Minha vida tem se resumido à prancheta e ocasionais idas ao mercado, padaria e consultórios médicos para checar como andam uns probleminhas de saúde que não dão sinais de melhora. Sabem, depois dos 40 a máquina começa ranger aqui e acolá, e já estou com 50, embora insista em dizer que minha cabeça ainda é a de um moleque. Isto torna o fardo do envelhecimento mais leve? Apesar de tudo ainda consigo malhar pesado, mas as vezes me pergunto o que quero provar com isto. A maioria vai dizer que o que importa é o espírito jovem e todas essas coisas bonitas que na hora da verdade não querem dizer porra nenhuma. Bom, acho que estou mais azedo hoje que de costume, cansado talvez, querendo alguma novidade boa, uma viajem de alguns meses pra algum lugar bonito, fresco, com alguma grana pra gastar. Rapaz, seria ótimo! Mas qual o quê, devo amargar o meu exílio até o dia que o Todo Poderoso quiser, eu de mim mesmo não posso fazer mais do que já tenho feito.
Ouço alguns colegas de profissão dizer de boca cheia que estão fartos e vão parar de prestar serviços pra sanguessugas, estão de saco cheio de trabalhar pra encher os bolsos de editores milionários, chefões que choram as pitangas quando o artista pede um aumento no valor das ilustrações, mas estão sempre trocando de carro, comprando impressoras importadas, viajando pra praia com a família, expandindo seus negócios.
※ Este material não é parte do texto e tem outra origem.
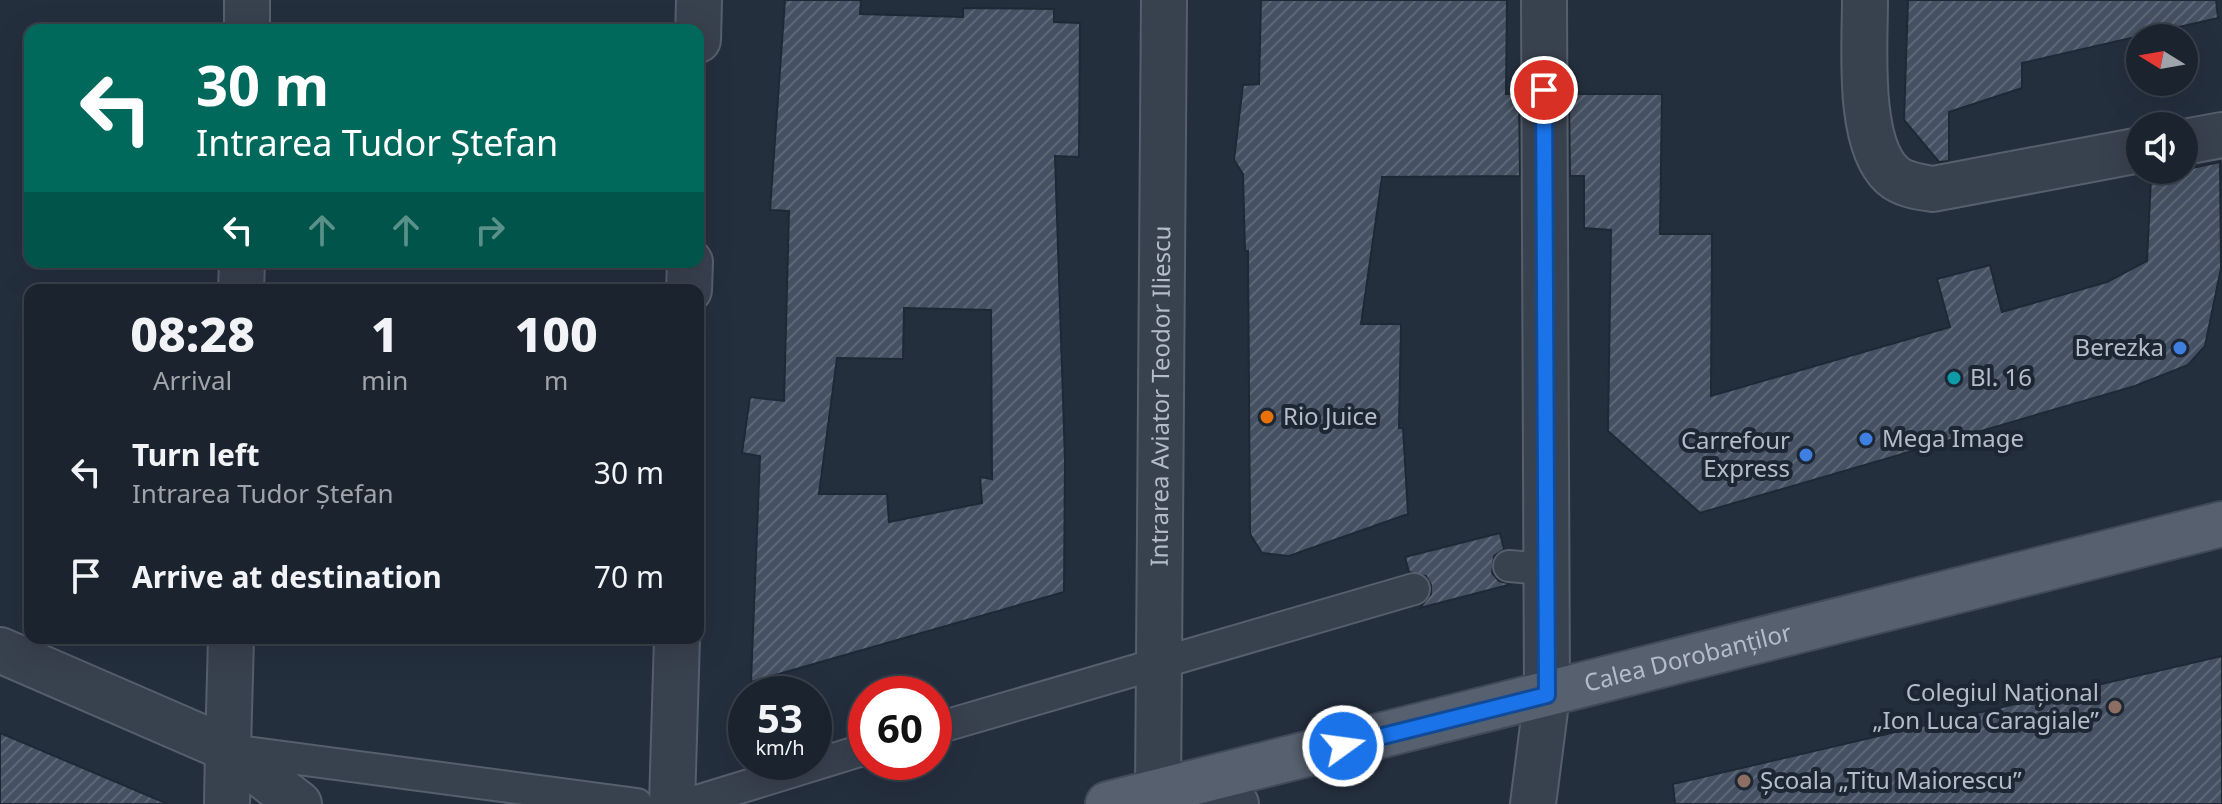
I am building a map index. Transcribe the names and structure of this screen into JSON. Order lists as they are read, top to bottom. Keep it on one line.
{"streets":{"main road":["Calea Dorobanților"],"street":["Intrarea Aviator Teodor Iliescu"]},"crossings":[["Intrarea Aviator Teodor Iliescu","Calea Dorobanților"]],"places":["Berezka","Bl. 16","Rio Juice","Mega Image","Carrefour Express","Colegiul Național „Ion Luca Caragiale”","Școala „Titu Maiorescu”"],"north":"left","page":{"turn":["30 m","Intrarea Tudor Ștefan"],"eta":["08:28","Arrival","1","min","100","m"],"list":[{"name":"Turn left","note":"Intrarea Tudor Ștefan","value":"30 m"},{"name":"Arrive at destination","value":"70 m"}],"speed":"53 km/h","limit":"60"}}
Se estes desenhadores tem outras opções, não me mostraram o caminho das pedras, se eles tem alternativas pra fugir dos exploradores, sorte deles pois eu não tenho.
Outro dia estava trocando ideias pelo Facebook com o Sebastião Seabra e ele falava do mercado editorial brasileiro com muita revolta. Ele está certo, mas o que eu posso fazer? Até hoje não consegui cobrar um valor de mercado pelos meus desenhos, sempre sou obrigado a fechar acordo com um preço um terço do que na realidade valem. Se não faço isso não consigo trabalho e não boto comida na mesa. Os dias não andam bons, embora o governo queira passar outra impressão.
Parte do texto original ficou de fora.